Anyone who has ever worked in a printing shop, or who has helped teach a youngster learn how to print the alphabet, knows the importance of minding your Ps and Qs. And your Bs and Ds, for that matter. Those descenders and ascenders can cause a load of grief to the inattentive.
I know this from painful personal experience. The first spanking I remember receiving (back in those antediluvian days before corporal punishment was banished from the parental bag of disciplinary tricks), involved just such inattention to detail. Memory tells me it was a Saturday morning in 1949, the year I turned six years old.
The walls in our rectory kitchen were painted a pleasant apple green. The oil-based paint was unnecessarily glossy, but it offered would-be graffiti artists an excellent surface for self-expression.
It seemed particularly suited to darker colours, such the prussian blue in the 48-piece set of “drawing crayons” the good folks at Crayola introduced that year. (That inky colour has since been renamed the less-inspired midnight blue.)
It all began when Mom came downstairs early to prepare her daily infliction of porridge on the seven ravenous members of the clan.

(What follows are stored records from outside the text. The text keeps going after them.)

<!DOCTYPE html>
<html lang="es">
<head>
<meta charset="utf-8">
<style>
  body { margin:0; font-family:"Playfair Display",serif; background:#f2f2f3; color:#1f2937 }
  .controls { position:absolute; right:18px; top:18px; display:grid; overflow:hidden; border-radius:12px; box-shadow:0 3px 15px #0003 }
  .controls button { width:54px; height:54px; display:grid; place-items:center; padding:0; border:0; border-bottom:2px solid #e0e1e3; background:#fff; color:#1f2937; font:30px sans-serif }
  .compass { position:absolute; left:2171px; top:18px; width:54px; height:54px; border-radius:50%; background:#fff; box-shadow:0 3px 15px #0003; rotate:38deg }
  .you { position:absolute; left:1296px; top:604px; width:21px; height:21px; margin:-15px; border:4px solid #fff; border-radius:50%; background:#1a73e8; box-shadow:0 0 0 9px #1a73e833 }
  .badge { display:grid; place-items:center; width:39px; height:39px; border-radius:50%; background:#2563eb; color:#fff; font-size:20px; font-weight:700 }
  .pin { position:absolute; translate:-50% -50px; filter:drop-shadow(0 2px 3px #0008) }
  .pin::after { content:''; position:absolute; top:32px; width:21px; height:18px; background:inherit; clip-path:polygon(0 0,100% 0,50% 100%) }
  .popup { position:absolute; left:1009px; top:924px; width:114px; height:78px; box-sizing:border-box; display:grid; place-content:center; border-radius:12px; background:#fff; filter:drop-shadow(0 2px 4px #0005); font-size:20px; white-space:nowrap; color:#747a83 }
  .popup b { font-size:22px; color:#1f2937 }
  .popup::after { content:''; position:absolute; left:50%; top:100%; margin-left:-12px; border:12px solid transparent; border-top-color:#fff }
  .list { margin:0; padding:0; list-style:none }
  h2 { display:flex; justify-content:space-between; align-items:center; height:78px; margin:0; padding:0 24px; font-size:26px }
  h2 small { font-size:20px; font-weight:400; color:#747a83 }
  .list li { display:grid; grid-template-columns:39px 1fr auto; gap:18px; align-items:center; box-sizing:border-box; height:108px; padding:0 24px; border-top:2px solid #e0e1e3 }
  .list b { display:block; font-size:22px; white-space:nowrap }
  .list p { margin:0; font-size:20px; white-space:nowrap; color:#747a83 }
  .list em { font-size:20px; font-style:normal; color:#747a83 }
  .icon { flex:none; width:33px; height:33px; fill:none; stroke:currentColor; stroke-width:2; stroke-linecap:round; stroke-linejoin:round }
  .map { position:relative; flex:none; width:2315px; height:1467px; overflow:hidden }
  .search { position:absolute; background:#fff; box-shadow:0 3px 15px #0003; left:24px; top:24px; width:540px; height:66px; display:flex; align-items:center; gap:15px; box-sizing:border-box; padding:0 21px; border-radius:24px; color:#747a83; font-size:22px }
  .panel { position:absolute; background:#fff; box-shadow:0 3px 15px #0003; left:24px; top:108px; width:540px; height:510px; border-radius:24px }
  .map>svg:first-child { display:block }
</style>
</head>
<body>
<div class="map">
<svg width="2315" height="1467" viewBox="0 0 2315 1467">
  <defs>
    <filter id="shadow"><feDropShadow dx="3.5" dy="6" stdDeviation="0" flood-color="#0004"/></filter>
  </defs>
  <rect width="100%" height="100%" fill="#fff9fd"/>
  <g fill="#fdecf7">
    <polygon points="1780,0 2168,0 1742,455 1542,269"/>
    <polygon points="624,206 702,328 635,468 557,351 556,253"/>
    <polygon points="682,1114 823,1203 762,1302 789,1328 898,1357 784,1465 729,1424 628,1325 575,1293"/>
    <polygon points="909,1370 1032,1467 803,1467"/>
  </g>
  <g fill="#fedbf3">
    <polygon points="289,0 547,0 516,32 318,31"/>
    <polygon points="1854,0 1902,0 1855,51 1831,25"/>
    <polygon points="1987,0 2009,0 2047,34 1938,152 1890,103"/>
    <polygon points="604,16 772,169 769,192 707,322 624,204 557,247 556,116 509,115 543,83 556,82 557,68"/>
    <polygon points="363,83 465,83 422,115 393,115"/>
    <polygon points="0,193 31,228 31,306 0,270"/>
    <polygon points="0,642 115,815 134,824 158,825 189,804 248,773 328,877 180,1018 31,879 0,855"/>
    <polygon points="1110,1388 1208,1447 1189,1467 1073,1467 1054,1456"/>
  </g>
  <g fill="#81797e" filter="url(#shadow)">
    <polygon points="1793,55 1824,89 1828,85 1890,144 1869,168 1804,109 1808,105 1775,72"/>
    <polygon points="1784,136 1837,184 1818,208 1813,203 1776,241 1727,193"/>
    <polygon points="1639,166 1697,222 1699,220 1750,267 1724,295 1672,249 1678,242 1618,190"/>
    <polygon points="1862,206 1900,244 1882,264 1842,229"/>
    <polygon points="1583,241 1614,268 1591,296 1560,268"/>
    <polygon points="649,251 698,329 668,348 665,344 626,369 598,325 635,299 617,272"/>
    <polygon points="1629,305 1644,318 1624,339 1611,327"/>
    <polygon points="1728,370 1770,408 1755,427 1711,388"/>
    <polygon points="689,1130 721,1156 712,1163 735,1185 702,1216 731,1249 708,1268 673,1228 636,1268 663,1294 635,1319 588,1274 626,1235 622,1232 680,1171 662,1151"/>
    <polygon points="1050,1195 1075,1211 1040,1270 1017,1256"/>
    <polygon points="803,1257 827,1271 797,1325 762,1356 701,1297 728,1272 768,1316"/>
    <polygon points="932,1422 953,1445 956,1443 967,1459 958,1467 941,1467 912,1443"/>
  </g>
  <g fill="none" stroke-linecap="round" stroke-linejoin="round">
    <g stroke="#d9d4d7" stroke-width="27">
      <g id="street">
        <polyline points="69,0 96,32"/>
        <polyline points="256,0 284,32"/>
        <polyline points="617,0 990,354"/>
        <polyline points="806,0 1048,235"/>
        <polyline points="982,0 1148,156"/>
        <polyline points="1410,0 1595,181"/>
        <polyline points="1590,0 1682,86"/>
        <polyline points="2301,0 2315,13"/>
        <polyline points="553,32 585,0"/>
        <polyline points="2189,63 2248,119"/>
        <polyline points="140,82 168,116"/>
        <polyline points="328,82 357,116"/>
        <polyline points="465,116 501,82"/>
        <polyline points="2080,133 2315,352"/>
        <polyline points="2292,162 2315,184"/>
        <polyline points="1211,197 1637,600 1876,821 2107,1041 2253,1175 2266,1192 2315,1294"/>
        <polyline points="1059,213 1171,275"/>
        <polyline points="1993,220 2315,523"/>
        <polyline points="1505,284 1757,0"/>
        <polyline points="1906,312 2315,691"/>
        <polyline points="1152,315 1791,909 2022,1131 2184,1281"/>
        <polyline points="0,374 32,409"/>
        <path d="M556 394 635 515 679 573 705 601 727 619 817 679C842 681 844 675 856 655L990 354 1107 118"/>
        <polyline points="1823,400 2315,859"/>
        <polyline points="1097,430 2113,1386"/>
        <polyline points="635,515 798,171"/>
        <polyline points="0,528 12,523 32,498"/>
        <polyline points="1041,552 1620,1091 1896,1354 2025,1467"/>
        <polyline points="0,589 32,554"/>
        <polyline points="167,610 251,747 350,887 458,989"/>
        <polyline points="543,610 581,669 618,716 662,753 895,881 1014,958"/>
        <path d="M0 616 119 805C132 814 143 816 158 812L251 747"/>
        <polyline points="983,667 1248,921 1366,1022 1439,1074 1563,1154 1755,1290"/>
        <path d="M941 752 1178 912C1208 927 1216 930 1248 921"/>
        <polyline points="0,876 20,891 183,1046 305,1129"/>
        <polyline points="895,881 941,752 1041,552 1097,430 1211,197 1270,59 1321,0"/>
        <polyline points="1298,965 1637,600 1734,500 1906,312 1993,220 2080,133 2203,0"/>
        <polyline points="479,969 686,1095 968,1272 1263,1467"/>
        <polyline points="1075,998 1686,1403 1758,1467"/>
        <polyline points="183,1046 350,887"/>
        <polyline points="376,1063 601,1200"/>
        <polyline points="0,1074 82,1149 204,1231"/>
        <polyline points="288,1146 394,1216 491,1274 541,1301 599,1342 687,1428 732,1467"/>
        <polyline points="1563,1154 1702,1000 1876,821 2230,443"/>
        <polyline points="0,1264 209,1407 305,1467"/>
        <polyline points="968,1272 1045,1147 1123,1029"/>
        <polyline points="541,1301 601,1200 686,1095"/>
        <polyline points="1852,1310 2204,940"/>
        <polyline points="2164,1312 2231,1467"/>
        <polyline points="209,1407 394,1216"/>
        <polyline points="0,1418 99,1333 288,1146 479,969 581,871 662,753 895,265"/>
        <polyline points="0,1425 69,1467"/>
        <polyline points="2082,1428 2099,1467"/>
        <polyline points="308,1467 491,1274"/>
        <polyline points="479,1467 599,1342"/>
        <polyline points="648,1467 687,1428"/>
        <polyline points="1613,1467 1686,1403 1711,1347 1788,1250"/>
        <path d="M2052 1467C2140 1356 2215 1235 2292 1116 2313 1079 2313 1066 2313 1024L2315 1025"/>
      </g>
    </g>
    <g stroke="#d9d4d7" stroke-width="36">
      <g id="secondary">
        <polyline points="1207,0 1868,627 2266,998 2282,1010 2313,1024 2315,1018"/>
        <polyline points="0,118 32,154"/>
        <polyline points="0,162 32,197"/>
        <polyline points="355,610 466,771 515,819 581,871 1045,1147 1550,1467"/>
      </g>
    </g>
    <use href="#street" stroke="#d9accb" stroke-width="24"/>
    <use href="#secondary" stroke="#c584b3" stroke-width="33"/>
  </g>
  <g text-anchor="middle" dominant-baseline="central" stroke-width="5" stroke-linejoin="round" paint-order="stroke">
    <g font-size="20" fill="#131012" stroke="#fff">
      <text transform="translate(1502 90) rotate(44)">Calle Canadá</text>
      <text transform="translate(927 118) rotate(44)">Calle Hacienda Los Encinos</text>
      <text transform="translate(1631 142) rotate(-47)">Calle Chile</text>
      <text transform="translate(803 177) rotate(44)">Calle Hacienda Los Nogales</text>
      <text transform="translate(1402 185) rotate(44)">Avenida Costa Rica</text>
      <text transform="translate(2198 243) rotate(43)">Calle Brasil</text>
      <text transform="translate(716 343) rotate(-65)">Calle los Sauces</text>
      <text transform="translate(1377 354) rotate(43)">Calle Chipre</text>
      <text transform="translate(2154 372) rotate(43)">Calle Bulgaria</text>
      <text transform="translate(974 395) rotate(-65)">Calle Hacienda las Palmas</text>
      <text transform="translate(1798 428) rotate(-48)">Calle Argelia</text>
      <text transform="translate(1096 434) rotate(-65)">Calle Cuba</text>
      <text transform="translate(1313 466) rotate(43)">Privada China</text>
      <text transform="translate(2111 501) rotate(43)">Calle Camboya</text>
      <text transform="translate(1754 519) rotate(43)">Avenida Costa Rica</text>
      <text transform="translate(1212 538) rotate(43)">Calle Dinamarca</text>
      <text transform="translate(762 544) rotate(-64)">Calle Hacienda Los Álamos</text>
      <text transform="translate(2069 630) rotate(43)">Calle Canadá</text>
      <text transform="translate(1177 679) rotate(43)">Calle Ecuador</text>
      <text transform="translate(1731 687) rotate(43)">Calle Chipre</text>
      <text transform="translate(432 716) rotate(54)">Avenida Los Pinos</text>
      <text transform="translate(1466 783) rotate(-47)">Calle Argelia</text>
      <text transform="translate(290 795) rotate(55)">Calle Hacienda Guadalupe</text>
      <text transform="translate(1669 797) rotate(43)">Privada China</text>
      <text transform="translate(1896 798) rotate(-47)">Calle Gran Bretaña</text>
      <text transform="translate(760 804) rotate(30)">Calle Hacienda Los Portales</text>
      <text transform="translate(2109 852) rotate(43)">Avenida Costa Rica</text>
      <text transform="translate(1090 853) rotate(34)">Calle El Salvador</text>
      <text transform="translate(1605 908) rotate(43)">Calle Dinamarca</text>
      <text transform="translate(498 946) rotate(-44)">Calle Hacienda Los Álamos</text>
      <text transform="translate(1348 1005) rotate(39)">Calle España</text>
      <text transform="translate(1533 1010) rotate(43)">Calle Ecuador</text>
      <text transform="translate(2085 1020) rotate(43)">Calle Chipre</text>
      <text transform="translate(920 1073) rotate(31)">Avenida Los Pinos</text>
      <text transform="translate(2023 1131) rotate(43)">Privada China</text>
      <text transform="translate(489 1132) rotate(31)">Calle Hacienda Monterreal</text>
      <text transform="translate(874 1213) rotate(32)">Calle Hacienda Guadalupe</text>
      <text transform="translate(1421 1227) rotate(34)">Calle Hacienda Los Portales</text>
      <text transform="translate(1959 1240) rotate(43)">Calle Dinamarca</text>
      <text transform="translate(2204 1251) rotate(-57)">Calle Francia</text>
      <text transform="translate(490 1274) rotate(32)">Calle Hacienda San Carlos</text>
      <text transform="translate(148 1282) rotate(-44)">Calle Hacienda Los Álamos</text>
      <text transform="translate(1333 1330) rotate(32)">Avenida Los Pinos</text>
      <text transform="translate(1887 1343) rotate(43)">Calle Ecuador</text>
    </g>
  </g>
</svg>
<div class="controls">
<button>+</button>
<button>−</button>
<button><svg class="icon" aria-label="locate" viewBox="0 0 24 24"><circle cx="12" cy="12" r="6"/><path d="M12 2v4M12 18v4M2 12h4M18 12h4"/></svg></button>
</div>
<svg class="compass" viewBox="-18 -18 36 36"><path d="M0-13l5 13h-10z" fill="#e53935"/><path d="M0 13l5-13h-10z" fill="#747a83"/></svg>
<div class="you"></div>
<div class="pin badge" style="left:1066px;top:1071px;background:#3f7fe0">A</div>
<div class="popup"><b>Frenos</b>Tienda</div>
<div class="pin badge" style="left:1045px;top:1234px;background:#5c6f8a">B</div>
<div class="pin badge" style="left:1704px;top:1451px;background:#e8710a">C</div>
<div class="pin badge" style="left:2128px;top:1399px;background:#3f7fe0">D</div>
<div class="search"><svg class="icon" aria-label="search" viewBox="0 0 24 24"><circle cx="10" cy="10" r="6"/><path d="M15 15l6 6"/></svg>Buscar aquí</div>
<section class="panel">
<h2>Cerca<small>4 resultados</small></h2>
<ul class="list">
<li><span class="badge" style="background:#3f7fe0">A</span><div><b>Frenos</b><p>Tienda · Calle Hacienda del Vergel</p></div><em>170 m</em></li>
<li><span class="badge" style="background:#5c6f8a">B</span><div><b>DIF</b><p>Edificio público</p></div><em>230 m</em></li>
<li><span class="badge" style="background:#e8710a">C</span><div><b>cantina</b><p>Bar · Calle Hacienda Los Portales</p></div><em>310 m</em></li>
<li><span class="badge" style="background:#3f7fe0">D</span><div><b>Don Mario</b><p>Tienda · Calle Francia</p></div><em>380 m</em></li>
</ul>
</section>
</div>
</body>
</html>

There, slightly above and to the left of the stove top, was irrefutable evidence of a criminal act. A name. My name. Boldly printed in prussian blue on the shiny, apple- green surface.
The presumed miscreant was swiftly roused from his bed, summarily judged guilty, and duly punished by a few hearty smacks from a wooden spoon that should, by rights, have been otherwise occupied stirring oatmeal.
It’s a rebuke that still stings 70 years later. Not on my butt, but in my mind.
What stings most is not the long-ago tanning of my nether region, but the gross injustice it entailed. I had been charged, tried and condemned for a crime of someone else’s doing. I made no tearful confession. There were no eye-witnesses. The entire case hinged on circumstantial evidence alone.
Yes, I was learning how to print at the time, and eager to practice doing so on every possible occasion. Even then, it seems, I harboured ambitions of becoming a writer and leaving my mark on the world.
But I was not the author of this heinous deed.
Even now, I remain convinced that one of my three older siblings framed me, with diabolical effect, by capitalizing on a quirk in my printing style at the time. What swayed the jury was the incontrovertible fact that my name in prussian blue on that apple-green wall included slight ascenders on the middle two letters.
Instead of ‘Kenneth’, it read ‘Kehheth’. Ouch.
To this day, I always mind my Ps and Qs. But I especially mind my Ns.